Given a context-free grammar $S\to(),S\to(SS)$, which generates all sentences of matching brackets in expressions of binary (possibly non associative) operations, and let $P$ be the set of all these sentences. Then $P$ is a magma with the operation $(p_1 p_2)\in P$ for all $p_1,p_2\in P$. Is this a free magma over $()$ or are there some relations? I guess it's free, but how to prove it?

Answer 1

Define the degree of $p\in P$ as $|p|=1$ if $p=()$ and $|p|=|p_1|+|p_2|$ if $p=(p_1 p_2)$. The degree of $p$ is the number of occurrences of the sentence $()$ in $p$. Given a magma $M$ and elements $x_1,\dots , x_n$ in $M$. If $|p|=n$ then $p$ can be applied to $x_1,\dots , x_n$ which can be written $p(x_1,\dots , x_n)$ and is when calculated an element in $M$, by in order from left replace $()$ in $p$ with $x_1,\dots , x_n$.

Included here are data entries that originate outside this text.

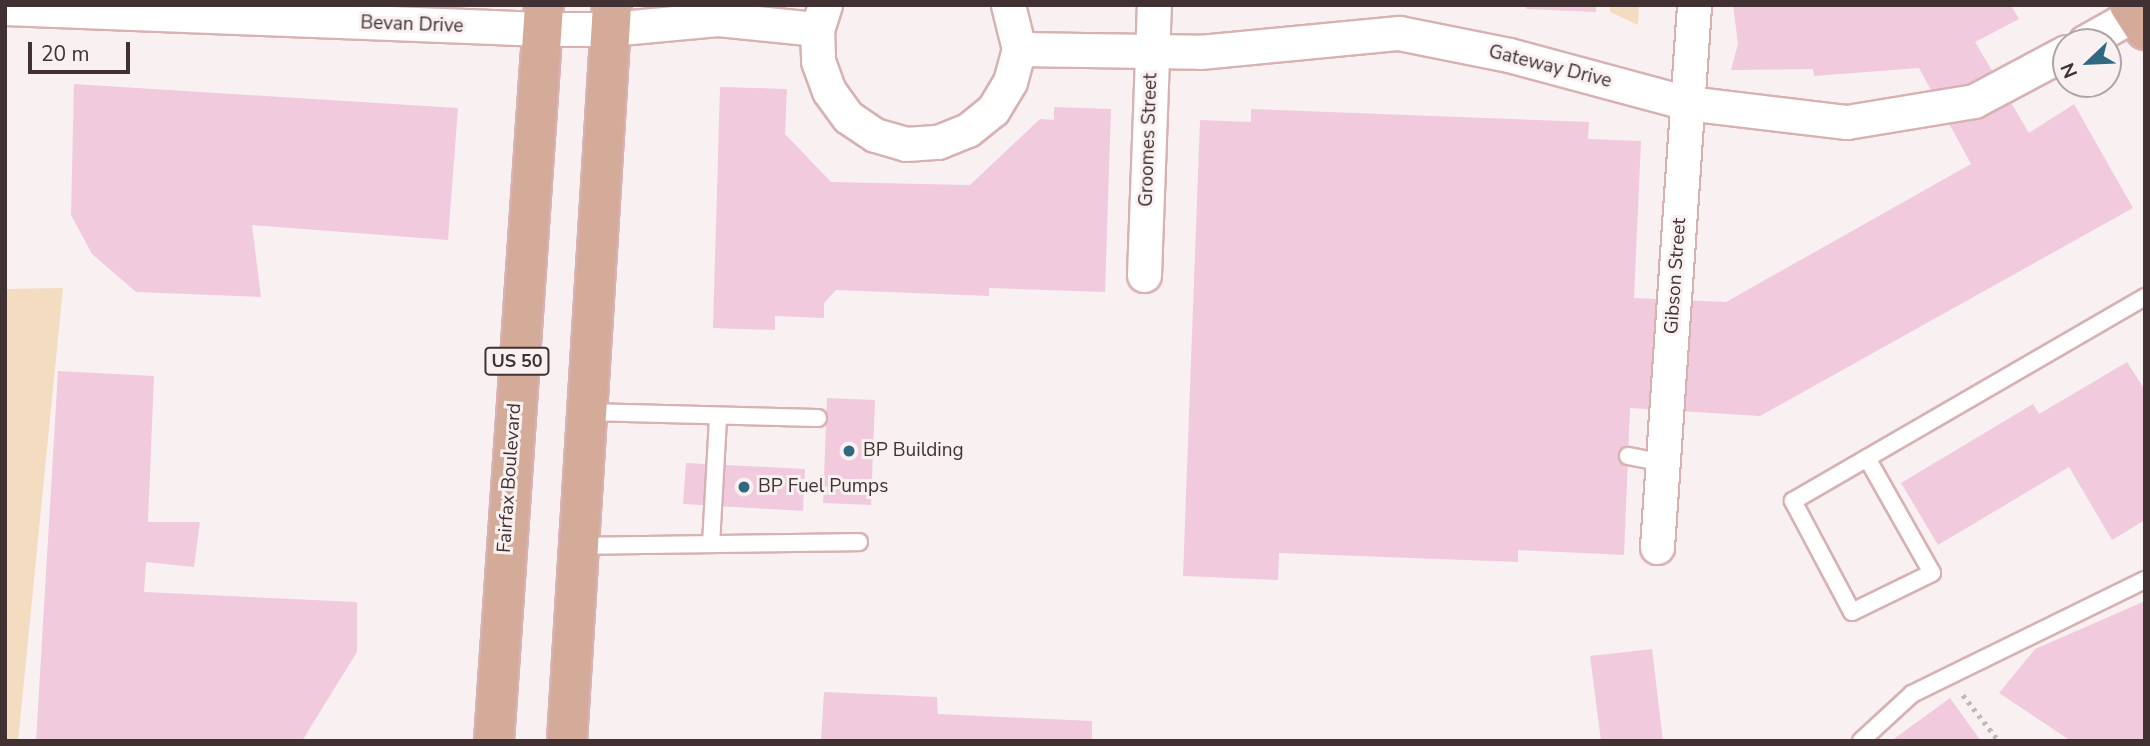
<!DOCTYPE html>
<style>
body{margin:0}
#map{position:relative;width:2150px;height:746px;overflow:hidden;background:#f9f1f1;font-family:"Nunito Sans",sans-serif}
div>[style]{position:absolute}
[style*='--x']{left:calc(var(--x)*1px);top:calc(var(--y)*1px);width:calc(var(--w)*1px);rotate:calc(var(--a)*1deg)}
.green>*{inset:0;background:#f3dcbf}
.building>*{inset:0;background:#f1cade}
.path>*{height:4.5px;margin-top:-2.25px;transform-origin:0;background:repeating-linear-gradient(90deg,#c1b7b7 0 3.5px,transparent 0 8.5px)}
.roads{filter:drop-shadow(2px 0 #d8b1b3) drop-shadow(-2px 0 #d8b1b3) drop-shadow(0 2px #d8b1b3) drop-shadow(0 -2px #d8b1b3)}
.lane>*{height:16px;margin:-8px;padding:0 8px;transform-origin:8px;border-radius:8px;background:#fff}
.street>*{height:33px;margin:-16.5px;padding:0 16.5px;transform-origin:16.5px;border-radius:16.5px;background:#fff}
.primary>*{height:38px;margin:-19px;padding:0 19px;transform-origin:19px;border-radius:19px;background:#d4aa99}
.dots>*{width:19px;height:19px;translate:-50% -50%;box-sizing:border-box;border:4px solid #f9f1f1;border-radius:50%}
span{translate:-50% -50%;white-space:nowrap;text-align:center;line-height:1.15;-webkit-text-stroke:6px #f9f1f1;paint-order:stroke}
.shield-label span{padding:2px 5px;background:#f9f1f1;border:2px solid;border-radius:5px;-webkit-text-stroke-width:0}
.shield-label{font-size:18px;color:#413132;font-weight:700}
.street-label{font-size:19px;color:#413132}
.poi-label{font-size:19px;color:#413132}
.left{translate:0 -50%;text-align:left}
.frame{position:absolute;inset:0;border:7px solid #413132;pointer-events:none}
.north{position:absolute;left:2052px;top:28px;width:70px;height:70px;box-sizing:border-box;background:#f9f1f1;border:2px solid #afa4a5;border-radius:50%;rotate:247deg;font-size:19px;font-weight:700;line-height:28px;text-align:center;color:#413132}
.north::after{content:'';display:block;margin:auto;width:24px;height:32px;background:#306882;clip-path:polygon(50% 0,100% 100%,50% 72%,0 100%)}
.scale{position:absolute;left:28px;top:42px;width:102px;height:32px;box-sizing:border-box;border:4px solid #413132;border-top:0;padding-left:9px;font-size:21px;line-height:24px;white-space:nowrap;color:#413132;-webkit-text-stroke:5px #f9f1f1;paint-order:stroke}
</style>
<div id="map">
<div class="green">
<div style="clip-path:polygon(1610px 5px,1639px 5px,1638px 25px,1610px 12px)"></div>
<div style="clip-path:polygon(63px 288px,18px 741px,5px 741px,5px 289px)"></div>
</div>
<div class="building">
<div style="clip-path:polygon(1526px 5px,1596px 5px,1596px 12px,1526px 9px)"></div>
<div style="clip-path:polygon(1733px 5px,2011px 5px,2019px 19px,1975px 42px,2029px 133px,2074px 104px,2133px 208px,1760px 416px,1630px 408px,1624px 555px,1518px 550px,1518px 562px,1279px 553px,1278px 580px,1183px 576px,1200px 120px,1251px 122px,1251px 109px,1589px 122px,1588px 139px,1641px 141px,1634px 298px,1726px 302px,1971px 164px,1919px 68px,1814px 76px,1813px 69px,1731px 70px,1738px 44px)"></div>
<div style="clip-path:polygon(74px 84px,458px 108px,448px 240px,252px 225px,261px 297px,136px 292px,92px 254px,71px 215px)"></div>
<div style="clip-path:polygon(720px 87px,787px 89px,785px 134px,831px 182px,970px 185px,1040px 119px,1054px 120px,1054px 107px,1111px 109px,1105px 292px,989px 288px,989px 296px,836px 290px,824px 303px,824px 318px,775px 316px,775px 330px,713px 328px)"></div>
<div style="clip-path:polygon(2127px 362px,2145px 390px,2145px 520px,2112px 540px,2069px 467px,1938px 545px,1901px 483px,2033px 404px,2039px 414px)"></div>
<div style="clip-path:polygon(58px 371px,154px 376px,148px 522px,200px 522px,194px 567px,146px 562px,144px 592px,357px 602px,357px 652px,302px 741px,36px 741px)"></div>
<div style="clip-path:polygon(827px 398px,875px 400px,871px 505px,823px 503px)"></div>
<div style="clip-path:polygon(686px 463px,805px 469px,803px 511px,683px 504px)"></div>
<div style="clip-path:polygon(2145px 601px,2145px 741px,2071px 741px,1999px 693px,2035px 649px)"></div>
<div style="clip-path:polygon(1652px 649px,1663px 741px,1601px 741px,1590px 656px)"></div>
<div style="clip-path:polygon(824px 692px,937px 697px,938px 714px,1092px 721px,1092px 741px,821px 741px)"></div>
<div style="clip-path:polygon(1950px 698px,1981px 741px,1891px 741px)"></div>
</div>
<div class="path">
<div style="--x:1963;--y:695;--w:58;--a:52"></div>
</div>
<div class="roads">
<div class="lane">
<div style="--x:586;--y:412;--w:232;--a:1.5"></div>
<div style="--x:1628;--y:456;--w:36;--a:11"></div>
<div style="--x:1867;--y:458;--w:132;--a:60.5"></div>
<div style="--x:1932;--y:573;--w:89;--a:154"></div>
<div style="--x:1852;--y:612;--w:126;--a:-118"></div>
<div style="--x:1793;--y:501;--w:407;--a:-30.1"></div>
<div style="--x:711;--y:544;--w:127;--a:-86.8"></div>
<div style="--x:578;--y:546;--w:281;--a:-0.8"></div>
<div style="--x:1861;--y:741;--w:69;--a:-42.7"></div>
<div style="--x:1912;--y:694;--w:259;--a:-26.1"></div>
</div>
<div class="street">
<div style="--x:825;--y:5;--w:25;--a:108"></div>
<div style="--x:817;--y:29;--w:32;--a:88"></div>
<div style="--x:818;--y:61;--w:32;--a:70"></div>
<div style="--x:829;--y:91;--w:32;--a:54"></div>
<div style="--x:848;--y:117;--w:32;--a:34"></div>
<div style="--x:875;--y:135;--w:32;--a:16"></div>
<div style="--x:906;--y:144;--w:32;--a:-4"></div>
<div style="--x:938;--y:142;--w:32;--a:-22"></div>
<div style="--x:968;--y:130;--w:32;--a:-39"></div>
<div style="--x:993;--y:110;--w:33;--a:-59"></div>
<div style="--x:1010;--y:82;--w:34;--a:-75"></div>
<div style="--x:1019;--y:49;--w:45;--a:-104"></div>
<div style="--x:5;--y:8;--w:537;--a:2.24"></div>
<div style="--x:542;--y:29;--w:68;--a:0"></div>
<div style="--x:610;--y:29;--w:108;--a:-5.3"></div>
<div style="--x:718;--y:19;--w:100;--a:5.8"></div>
<div style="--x:2085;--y:42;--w:57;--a:-29.2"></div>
<div style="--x:1019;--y:49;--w:181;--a:0.9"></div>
<div style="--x:1200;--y:52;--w:200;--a:-5.5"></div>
<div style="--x:1399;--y:33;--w:112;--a:11.3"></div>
<div style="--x:1509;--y:55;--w:184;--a:15.1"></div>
<div style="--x:1687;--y:103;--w:161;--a:6.8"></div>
<div style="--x:1847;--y:122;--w:129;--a:-9.4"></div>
<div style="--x:1974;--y:101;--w:104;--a:-28"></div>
<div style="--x:1144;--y:275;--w:270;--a:-87.9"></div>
<div style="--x:1657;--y:547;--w:543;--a:-86.09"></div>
</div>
<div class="primary">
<div style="--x:2129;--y:5;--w:30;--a:57"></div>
<div style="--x:494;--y:741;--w:738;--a:-86.11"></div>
<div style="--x:567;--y:741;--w:737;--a:-86.5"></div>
</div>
</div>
<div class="dots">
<div style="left:849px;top:451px;background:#306882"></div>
<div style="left:744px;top:487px;background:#306882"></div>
</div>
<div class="shield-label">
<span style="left:517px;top:361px">US 50</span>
</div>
<div class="street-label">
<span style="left:412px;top:25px;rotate:2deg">Bevan Drive</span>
<span style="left:1550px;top:67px;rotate:14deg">Gateway Drive</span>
<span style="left:1149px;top:140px;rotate:-88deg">Groomes Street</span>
<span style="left:1676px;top:276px;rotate:-86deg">Gibson Street</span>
<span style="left:510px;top:478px;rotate:-86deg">Fairfax Boulevard</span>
</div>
<div class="poi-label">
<span class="left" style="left:863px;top:451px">BP Building</span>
<span class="left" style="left:758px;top:487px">BP Fuel Pumps</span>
</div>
<div class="frame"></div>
<div class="north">N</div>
<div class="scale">20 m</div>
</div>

A relation of elements in $P$ would be an expression $$p(p_1,\dots,p_n)=q(q_1,\dots, q_m)$$ where $|p|=n$ and $|q|=m$. But if $n,m>1$ there are $p^\prime, p^{\prime\prime},q^\prime,q^{\prime\prime}\in P$ such that $p(p_1,\dots,p_n)=(p^\prime p^{\prime\prime})$ and $q(q_1,\dots, q_m)=(q^\prime q^{\prime\prime})$, while $p^{\prime}=q^\prime$ and $p^{\prime\prime}=q^{\prime\prime}$, and the right side and the left side above must be identical strings (induction). It's trivially besides from the abstract appearance.